(DATA LISTING begins)

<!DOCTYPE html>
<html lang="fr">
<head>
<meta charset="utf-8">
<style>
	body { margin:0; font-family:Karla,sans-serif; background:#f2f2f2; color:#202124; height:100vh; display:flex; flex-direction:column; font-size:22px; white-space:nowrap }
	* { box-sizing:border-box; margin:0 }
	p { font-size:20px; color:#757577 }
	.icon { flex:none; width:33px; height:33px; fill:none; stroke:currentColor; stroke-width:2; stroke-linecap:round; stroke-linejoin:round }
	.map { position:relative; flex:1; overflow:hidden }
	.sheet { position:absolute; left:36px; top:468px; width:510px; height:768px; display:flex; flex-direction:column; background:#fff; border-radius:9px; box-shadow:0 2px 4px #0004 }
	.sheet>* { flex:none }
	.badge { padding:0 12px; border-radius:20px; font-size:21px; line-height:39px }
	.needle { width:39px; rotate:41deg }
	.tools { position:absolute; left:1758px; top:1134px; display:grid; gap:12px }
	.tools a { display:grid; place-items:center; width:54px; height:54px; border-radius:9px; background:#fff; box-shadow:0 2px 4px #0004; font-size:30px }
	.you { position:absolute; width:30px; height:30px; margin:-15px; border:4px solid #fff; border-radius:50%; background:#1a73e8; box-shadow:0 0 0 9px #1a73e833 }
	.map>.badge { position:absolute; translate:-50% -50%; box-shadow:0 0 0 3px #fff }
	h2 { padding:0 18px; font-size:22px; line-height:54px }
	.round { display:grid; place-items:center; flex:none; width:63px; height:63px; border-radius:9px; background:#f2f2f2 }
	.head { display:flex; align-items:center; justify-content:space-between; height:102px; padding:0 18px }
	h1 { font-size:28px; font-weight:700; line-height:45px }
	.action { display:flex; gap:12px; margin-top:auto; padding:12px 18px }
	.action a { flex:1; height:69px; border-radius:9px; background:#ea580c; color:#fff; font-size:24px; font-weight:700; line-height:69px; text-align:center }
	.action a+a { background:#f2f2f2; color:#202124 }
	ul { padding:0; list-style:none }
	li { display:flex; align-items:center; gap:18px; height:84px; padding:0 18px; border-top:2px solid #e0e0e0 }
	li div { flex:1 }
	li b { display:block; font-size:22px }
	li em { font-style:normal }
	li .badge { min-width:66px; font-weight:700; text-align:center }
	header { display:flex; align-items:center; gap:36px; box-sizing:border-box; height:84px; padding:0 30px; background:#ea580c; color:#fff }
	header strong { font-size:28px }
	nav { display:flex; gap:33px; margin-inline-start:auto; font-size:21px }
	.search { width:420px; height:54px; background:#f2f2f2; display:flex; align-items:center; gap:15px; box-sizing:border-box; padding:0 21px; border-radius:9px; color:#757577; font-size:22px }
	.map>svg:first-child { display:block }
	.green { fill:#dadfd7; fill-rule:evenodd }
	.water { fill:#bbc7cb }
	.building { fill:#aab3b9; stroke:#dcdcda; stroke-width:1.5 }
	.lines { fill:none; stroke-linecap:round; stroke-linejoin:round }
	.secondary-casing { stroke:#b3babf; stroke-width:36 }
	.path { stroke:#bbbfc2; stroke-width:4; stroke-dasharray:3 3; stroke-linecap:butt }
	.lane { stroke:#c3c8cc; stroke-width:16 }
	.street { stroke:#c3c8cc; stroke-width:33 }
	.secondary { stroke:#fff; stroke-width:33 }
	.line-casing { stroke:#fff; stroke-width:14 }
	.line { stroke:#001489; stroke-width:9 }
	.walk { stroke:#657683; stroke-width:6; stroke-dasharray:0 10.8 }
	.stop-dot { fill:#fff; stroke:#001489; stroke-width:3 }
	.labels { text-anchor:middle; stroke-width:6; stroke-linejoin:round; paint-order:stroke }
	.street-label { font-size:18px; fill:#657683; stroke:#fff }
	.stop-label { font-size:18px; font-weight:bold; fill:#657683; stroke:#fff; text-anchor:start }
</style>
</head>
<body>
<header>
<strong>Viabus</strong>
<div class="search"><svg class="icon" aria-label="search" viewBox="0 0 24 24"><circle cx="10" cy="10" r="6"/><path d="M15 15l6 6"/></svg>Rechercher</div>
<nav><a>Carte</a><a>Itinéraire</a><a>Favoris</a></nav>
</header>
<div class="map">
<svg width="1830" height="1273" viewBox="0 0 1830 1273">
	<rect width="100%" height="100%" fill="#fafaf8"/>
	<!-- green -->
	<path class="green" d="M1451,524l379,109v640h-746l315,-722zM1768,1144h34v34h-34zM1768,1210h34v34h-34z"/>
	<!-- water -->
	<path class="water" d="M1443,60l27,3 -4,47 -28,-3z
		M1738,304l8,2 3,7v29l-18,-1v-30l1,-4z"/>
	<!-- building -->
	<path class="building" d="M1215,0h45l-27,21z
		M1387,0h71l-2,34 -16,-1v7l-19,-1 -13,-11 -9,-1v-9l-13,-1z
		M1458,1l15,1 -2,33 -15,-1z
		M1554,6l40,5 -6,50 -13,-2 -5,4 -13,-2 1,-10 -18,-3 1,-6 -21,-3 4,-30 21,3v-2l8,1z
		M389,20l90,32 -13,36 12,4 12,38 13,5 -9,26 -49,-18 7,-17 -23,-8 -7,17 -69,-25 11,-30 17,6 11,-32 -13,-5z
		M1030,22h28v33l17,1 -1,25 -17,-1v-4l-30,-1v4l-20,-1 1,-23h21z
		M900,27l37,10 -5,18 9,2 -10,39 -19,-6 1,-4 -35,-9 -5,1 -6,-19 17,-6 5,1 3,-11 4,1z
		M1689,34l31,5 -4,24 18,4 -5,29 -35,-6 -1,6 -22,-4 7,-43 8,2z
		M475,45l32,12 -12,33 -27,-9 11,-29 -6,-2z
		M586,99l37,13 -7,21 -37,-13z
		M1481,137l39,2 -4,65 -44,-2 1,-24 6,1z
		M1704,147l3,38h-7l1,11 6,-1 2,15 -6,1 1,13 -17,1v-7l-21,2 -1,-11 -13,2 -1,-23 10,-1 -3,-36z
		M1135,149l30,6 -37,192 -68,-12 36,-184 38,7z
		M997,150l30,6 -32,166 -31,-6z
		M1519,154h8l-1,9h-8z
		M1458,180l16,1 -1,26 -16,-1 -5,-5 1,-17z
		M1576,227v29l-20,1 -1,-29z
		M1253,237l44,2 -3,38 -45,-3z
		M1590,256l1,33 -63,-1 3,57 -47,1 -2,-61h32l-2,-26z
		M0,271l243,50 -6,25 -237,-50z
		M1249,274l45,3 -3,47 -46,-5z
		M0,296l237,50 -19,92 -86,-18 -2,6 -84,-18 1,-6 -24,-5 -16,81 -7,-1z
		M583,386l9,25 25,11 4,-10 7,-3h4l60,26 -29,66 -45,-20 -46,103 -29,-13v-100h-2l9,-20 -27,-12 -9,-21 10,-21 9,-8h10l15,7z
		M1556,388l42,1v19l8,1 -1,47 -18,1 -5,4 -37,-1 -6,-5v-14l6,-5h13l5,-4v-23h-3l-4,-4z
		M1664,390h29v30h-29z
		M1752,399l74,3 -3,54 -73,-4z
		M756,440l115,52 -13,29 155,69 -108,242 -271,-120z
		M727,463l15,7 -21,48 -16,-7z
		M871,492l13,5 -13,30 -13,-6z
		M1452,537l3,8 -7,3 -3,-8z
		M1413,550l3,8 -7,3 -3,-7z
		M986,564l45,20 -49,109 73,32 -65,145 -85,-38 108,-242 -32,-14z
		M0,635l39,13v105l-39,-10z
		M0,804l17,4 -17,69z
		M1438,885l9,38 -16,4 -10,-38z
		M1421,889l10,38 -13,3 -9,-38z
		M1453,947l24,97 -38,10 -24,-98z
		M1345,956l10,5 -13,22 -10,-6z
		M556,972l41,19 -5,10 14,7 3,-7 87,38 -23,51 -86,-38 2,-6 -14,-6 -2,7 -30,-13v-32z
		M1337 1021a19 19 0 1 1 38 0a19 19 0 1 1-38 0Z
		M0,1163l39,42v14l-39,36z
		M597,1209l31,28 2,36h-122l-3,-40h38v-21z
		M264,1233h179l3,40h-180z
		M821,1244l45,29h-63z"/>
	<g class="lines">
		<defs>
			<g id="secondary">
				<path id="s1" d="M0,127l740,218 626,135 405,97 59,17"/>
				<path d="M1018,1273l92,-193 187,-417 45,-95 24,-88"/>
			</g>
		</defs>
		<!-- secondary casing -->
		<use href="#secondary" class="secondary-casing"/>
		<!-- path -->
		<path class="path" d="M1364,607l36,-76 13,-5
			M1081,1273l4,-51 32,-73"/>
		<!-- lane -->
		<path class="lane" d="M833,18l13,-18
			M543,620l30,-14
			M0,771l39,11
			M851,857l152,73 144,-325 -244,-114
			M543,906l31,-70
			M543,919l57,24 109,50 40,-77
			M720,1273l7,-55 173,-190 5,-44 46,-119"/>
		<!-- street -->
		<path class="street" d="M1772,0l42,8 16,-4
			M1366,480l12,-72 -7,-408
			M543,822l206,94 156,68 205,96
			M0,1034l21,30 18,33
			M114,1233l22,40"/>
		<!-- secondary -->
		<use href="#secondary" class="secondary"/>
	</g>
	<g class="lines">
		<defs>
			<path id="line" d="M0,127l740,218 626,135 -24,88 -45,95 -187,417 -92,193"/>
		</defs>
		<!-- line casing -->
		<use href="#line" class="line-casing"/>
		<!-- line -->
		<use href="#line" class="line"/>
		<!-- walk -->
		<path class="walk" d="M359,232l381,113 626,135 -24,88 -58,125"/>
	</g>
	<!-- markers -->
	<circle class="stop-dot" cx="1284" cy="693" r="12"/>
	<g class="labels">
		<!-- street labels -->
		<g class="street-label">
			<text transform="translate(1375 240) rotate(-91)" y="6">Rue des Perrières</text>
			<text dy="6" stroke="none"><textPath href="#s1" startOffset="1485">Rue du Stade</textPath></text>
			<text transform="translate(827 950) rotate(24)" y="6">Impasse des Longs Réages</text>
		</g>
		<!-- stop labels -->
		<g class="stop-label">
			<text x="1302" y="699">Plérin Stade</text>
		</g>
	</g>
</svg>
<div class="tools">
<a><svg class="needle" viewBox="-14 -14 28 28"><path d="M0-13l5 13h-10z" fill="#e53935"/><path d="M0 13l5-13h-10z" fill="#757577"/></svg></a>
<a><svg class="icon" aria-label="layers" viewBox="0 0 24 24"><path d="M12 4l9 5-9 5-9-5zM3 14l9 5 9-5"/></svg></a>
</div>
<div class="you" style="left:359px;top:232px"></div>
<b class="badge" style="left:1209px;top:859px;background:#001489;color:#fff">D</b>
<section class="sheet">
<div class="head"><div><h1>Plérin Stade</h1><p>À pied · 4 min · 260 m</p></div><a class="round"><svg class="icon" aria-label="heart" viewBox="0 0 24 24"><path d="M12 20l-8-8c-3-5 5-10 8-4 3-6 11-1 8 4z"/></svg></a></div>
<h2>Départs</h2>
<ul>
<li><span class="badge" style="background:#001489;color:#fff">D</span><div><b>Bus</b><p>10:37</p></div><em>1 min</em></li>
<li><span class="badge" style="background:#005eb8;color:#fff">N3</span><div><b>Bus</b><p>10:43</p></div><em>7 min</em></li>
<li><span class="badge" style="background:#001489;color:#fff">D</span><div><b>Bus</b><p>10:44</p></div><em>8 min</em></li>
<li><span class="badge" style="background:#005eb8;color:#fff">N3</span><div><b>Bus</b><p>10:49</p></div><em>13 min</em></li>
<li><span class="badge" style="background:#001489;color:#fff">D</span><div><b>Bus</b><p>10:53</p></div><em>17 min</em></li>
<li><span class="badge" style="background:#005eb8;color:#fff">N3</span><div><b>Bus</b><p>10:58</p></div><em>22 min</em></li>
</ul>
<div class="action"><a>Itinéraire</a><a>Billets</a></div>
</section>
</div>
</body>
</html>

(DATA LISTING ends)

> **WHAT YOU HAVE TO DO**
Transcribe the listing above line for line, from the first line to the line containing "display:flex; gap:12px; margin-top:auto;", inclusive, with no other lines.

> **TASK OUTPUT**
<!DOCTYPE html>
<html lang="fr">
<head>
<meta charset="utf-8">
<style>
	body { margin:0; font-family:Karla,sans-serif; background:#f2f2f2; color:#202124; height:100vh; display:flex; flex-direction:column; font-size:22px; white-space:nowrap }
	* { box-sizing:border-box; margin:0 }
	p { font-size:20px; color:#757577 }
	.icon { flex:none; width:33px; height:33px; fill:none; stroke:currentColor; stroke-width:2; stroke-linecap:round; stroke-linejoin:round }
	.map { position:relative; flex:1; overflow:hidden }
	.sheet { position:absolute; left:36px; top:468px; width:510px; height:768px; display:flex; flex-direction:column; background:#fff; border-radius:9px; box-shadow:0 2px 4px #0004 }
	.sheet>* { flex:none }
	.badge { padding:0 12px; border-radius:20px; font-size:21px; line-height:39px }
	.needle { width:39px; rotate:41deg }
	.tools { position:absolute; left:1758px; top:1134px; display:grid; gap:12px }
	.tools a { display:grid; place-items:center; width:54px; height:54px; border-radius:9px; background:#fff; box-shadow:0 2px 4px #0004; font-size:30px }
	.you { position:absolute; width:30px; height:30px; margin:-15px; border:4px solid #fff; border-radius:50%; background:#1a73e8; box-shadow:0 0 0 9px #1a73e833 }
	.map>.badge { position:absolute; translate:-50% -50%; box-shadow:0 0 0 3px #fff }
	h2 { padding:0 18px; font-size:22px; line-height:54px }
	.round { display:grid; place-items:center; flex:none; width:63px; height:63px; border-radius:9px; background:#f2f2f2 }
	.head { display:flex; align-items:center; justify-content:space-between; height:102px; padding:0 18px }
	h1 { font-size:28px; font-weight:700; line-height:45px }
	.action { display:flex; gap:12px; margin-top:auto; padding:12px 18px }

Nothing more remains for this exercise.